15 December 2013, 19:37

Do you believe in destiny?

I was born in 1973 and grew up in a lower middle class family in Krugersdorp, I had what I would think was a average white South African child’s childhood. I never knew anything about any struggle or anything about apartheid; I knew that I went to school with only white children, and that the black children that I was friends with on our smallholding had to go to their own school. This was because of our different languages is what I thought.

Only once I had left matric and been drafted into the forces did I actually start understanding what was going on in our country, and since it was now 1991, I was with a multiracial intake into the forces so still did not understand exactly what all the fuss was about.

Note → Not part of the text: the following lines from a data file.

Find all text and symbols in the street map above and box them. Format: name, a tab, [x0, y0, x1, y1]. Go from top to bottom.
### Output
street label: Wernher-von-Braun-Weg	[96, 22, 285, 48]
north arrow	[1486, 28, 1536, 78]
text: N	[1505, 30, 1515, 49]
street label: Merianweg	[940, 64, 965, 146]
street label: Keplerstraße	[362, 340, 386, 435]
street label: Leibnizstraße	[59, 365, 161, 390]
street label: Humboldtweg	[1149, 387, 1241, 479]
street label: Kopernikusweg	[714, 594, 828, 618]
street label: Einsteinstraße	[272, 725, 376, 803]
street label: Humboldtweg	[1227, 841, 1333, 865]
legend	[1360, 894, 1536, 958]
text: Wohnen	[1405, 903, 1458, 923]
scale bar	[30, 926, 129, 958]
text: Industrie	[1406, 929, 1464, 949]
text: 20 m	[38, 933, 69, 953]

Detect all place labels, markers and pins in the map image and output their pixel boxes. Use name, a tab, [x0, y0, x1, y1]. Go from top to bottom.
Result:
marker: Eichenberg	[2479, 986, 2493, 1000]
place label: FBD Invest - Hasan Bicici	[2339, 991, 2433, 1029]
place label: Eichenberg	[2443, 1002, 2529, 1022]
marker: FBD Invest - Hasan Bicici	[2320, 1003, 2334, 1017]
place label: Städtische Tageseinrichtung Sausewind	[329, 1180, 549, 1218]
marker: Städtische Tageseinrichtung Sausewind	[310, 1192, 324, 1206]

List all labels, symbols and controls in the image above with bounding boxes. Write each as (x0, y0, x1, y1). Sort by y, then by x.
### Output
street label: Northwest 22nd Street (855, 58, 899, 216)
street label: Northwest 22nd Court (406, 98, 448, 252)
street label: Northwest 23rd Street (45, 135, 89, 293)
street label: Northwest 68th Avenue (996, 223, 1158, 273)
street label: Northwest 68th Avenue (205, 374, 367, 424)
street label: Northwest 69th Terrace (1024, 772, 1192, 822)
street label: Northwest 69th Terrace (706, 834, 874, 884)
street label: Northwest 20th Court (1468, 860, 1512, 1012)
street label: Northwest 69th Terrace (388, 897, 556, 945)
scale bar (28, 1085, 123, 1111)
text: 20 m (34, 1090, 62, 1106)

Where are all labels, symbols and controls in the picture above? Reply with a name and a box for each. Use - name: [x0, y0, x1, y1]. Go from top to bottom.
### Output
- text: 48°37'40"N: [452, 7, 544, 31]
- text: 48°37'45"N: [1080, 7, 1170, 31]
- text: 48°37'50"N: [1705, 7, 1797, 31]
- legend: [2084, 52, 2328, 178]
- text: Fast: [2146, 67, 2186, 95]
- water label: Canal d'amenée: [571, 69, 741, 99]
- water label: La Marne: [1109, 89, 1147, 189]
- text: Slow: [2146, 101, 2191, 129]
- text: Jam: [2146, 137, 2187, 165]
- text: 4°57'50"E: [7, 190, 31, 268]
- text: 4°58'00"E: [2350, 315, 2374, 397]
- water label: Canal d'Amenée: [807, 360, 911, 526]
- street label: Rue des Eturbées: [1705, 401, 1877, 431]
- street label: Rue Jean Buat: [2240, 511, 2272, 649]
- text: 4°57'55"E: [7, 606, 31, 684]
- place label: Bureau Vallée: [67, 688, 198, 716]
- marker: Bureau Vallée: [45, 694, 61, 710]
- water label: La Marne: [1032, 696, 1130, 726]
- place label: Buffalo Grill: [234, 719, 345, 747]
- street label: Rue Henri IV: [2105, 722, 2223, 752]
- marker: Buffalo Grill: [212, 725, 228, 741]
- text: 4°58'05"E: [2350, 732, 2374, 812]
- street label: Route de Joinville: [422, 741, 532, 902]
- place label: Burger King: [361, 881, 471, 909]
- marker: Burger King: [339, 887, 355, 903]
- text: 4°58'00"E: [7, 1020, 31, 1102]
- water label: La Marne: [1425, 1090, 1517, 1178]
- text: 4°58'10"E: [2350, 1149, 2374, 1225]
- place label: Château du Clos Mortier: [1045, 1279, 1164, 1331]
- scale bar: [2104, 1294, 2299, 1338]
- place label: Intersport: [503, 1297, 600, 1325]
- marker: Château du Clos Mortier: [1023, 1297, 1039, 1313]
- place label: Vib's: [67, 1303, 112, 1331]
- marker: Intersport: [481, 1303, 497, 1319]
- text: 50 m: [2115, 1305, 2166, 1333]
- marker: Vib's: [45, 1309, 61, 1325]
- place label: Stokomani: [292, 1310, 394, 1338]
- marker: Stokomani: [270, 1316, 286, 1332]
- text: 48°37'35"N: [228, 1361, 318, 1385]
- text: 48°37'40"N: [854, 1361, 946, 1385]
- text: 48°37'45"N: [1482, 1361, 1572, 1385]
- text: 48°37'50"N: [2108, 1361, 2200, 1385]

As the next few years rolled by and since I was stationed in Johannesburg during the most violent times of our struggle history I soon learned that it was not just fuss but a very important time in our history and for democratic change, I was stationed at a voting station in 1994 to guard against possible bomb threats as this had been what seems to be the final efforts by a right wing militia to derail our democratic elections.

 All went well and the dawn of the new South Africa was upon us. I remember the highs of watching people that had been oppressed rejoice in the outcome of the elections and that then it was time to move forward and build the nation going forward.

Since the history was all very gently put in the closet with the TRC and the new found cohesion between people in the country I never learned much more about the struggle or the cruelty that many suffered at the hands of secret police and other forces during the struggle.

I did, like I guess many South Africans go to Robben island for the tour of the prison and to stand in Mandela’s cell, and remember the lump in my throat as I stood there thinking of the President I now knew and could not reconcile the fact that this man spent so many years locked away there, and yet is such a gracious, dignified and humble human being.

I still don’t know where he got such grace from, to bare now hatred toward his jailers.

The point I’m making is that us as whites that lived normal everyday lives removed from all politics and blinded by the regime as to what was going on sometimes just kilometers away from where we were in our warm beds truly did not have a clue as to the suffering caused by our government. I know that sounds impossible but it is the unfortunate tragic truth.

Then with the drive for reconciliation and the TRC, and the past being sort of swept under the carpet most of us still do not realize the extent of the horrors experienced by people during those dark years.

Trying to embrace as much of our history as possible I made it my mission to learn more about the past and to make sure I watch every documentary on TV and every movie that gets released. On the first day of the release of “The Long Walk to Freedom” movie a week to the day of Tata Mandela’s passing I went and watched the first show 11am.

I remember being angry at times with they way blacks were being treated in the movie and tears flowing down my cheeks in several times during the show too.

The biggest lesson I learned in the movie was what a big part Winnie Mandela played and what suffering she went through, till that moment I had only seen Winnie as an instigator of violence and the “Necklace” but watching the moments where she was torn away from her children and detained brought me to tears and made me feel ashamed of being white to be honest.

This new vision of Winnie had me very curious to know more about her, I found her book “491 DAYS” on the web and purchased it immediately, to put this in context I’m kind of a “if it don’t have pics, I don’t read it” person I'm no Shakespeare, but I was determined to learn more about Winnie, let me be the first to say, it is my belief that even though Nelson Mandela was subjected to a long sentence, it is my opinion that Winnie most definitely suffered much worse treatment and suffering at the hands of the regime than Nelson ever did.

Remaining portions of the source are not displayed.